“I am not an artist. I am an image maker.” – Thomas Hoepker
Steidl presents, The Way it was. Road Trips USA, the resultant imagery from two journeys that Magnum photographer Thomas Hoepker, made across his adopted homeland.
Since Walker Evans embarked on a journey across his homeland in 1938 (resulting in the era-defining book, American Photographs), generations of great photographers have sought to capture the zeitgeist of contemporary America.
Such was the case for German photographer Thomas Hoepker, who, in 1963, aged 27, was commissioned by German magazine Kristall to ‘discover America’, galvanizing a journey that would result in an extraordinary body of work. Traveling the full breadth of the country, through towns, major cities, and the remote heartlands, he captured it with remarkable clarity. His perceptive gaze, unfiltered by romanticized notions of the nation, constructs a forthright portrait of a country at a key period in its history.
Hoepker would go on to settle in New York City in the late 1970s, and after an illustrious career in photojournalism in which he traveled the globe; captured some of the most iconic images of recent decades, and served as president of Magnum for several years, he decided to embark on another road-trip across his now-adopted homeland, nearly six decades after his first.

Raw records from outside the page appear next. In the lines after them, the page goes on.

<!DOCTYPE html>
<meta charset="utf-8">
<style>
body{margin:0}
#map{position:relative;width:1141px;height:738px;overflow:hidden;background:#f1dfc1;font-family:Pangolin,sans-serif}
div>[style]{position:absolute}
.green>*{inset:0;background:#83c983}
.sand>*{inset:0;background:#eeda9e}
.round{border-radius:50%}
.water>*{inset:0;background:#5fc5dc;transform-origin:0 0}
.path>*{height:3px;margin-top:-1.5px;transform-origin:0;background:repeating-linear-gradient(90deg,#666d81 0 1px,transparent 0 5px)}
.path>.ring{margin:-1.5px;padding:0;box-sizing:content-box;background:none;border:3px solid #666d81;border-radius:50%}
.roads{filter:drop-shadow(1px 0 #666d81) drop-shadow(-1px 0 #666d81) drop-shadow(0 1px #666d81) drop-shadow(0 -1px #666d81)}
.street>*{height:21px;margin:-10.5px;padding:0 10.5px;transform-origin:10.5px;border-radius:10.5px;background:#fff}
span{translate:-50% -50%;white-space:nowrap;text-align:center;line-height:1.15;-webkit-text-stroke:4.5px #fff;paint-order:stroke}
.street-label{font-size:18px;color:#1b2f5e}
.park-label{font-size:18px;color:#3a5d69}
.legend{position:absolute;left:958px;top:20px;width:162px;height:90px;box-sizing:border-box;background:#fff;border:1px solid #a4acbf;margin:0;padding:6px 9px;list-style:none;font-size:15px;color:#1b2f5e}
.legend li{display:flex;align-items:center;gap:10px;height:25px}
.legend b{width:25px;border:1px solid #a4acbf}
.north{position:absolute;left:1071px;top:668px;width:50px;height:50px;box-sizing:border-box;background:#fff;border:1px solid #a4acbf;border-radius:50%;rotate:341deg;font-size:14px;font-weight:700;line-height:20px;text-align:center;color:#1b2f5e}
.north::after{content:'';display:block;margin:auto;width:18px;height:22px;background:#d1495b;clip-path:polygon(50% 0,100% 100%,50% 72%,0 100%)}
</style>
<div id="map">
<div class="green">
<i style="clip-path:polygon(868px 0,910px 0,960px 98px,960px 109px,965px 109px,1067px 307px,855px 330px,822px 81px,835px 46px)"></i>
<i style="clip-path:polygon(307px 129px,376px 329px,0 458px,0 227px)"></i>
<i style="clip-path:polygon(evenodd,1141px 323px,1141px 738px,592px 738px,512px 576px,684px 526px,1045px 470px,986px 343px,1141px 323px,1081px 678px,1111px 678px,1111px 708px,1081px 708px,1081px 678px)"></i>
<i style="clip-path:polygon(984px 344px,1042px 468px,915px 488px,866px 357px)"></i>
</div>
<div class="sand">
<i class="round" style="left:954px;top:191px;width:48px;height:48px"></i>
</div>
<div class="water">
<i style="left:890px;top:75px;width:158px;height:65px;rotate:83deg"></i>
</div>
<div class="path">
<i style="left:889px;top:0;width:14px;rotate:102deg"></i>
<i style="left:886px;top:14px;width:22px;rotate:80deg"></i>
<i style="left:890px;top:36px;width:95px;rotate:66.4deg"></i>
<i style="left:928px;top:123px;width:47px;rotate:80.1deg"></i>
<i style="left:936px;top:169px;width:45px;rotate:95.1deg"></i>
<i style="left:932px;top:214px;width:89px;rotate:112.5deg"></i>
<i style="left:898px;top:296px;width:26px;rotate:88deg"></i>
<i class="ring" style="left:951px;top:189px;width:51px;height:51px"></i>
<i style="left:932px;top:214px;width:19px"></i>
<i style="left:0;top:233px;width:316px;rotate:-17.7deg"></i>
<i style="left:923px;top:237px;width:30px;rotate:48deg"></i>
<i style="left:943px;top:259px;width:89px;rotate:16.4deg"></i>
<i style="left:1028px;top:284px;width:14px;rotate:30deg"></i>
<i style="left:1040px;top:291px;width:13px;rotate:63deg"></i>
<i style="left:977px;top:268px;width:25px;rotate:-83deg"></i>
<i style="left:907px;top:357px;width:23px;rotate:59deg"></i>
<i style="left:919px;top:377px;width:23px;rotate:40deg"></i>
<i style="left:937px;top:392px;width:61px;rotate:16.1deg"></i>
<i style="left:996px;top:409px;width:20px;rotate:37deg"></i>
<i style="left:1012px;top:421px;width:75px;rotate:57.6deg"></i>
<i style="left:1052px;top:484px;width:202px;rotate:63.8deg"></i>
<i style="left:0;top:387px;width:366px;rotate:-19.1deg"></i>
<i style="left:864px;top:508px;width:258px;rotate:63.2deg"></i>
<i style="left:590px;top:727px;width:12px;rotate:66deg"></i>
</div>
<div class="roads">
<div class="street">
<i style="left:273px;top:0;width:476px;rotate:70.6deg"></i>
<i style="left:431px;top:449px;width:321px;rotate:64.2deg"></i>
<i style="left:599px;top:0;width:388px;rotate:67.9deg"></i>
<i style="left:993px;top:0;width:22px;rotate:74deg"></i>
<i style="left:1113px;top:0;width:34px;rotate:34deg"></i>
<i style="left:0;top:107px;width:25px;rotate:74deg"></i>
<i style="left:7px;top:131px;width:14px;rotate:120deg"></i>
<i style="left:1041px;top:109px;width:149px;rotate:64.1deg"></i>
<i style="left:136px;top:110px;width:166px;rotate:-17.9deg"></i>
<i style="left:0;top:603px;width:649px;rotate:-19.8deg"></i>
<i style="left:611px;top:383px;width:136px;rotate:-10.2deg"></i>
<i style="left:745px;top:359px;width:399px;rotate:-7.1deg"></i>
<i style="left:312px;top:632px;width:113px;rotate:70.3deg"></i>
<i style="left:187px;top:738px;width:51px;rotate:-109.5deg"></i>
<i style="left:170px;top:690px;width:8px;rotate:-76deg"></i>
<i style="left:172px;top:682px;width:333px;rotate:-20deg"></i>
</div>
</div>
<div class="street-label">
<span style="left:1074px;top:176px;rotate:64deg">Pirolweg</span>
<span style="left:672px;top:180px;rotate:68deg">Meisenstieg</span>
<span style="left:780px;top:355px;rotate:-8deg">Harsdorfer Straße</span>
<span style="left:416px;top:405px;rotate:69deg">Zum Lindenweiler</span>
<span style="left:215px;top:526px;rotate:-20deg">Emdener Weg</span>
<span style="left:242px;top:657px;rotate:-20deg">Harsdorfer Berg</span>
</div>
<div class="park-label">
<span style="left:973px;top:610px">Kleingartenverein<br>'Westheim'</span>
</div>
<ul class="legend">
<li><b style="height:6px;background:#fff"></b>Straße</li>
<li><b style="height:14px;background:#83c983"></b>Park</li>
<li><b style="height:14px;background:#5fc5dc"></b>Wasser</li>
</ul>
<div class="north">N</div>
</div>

His initial stop, not far from his home, was on the banks of the East River. It was the same location where on Sep 11, 2001, he captured perhaps his most iconic image: a group of young people enjoying a break from work, seemingly unperturbed by the twin skyscrapers ablaze behind them.
In his more recent iteration, which opens the book, the cloudless blue sky is the same, yet this time, the furniture is empty, the scene pervaded with a calm stillness that seems almost surreal.
Beautifully presented in high-quality print by Steidl, his earlier iterations take center stage. Usually laid out multiple per page, they form a fascinating mosaic: black and white fragments of daily life across the United States. Much like Robert Frank in his groundbreaking book, ‘The Americans’, which he created less than a decade earlier (and which Hoepker credits as a major influence on his practice), Hoepker photographs with an innate perceptivity; uncompromising honesty, and at times, considerable dynamism, capturing with remarkable clarity, the intricacies of a vast and complicated nation.
In contrast, the recent color iterations are significantly fewer in number, and usually presented in larger scale, at times, a single image afforded a double-page spread. This formatting choice accentuates the contrast between the two sets of images: the former, packed with detail, characters, and dynamism; the latter, quieter, more reserved, and often, unpeopled.
Maybe it speaks to Hoeopker’s differing sensibilities, for on his recent trip he was significantly older, and thus, perhaps more restrained in his approach, though more tangibly, it attests to the zeitgeist of the time, for Heopkers journey coincided with the first wave of the Covid 19 pandemic.
Like the early 1960s – a time of Vietnam war protests, the civil rights movement, and the Kennedy assassination, (which took place during Heopker’s journey) – 2020 was a time of tumult in the United States. Along with the aforementioned pandemic, it was the latter days of Trump’s divisive presidency, and the nationwide BLM protests sparked by the murder of George Floyd.
Yet by the time Heopker set out on his journey, the protests had all but finished; the shadow of the commander in chief is evident, though only subtly: a peeling sticker on the side of a wooden shed, that reads ‘The Silent Majority Stand with Trump; the beginnings of his much talked about wall on the US/Mexico border.
What is most palpable therefore is the emptiness. With much of the country sheltered in their homes, Heopker instead focused on smaller, more subtle details. Furthermore, though, like Frank’s iconic body of work, Heopker’s earlier depictions can be seen as a critique of the American Dream, in these recent images, one perhaps gets a small glimpse of what it was that compelled Heopker to make the country his home all those years ago. The striking rugged landscapes and wide open roads; on a few occasions, denizens, smiling warmly at the camera, and perhaps most compellingly, the concluding image: the Golden Gate bridge, set against a beautiful sunset.
In the beautifully written introduction, Freddy Langer notes that Heopker never tires of insisting, ‘it’s not enough to give pictures good compositions that work. Rather, in order for them to be good they must also tell a story’, and in this monograph, the photographer has achieved this emphatically. For it is a story of contemporary America: a complex and vacillating nation, forever in flux, yet conversely, unchanging, and secondly, of an extraordinary and tenacious photographer, and his complicated relationship with his adopted home.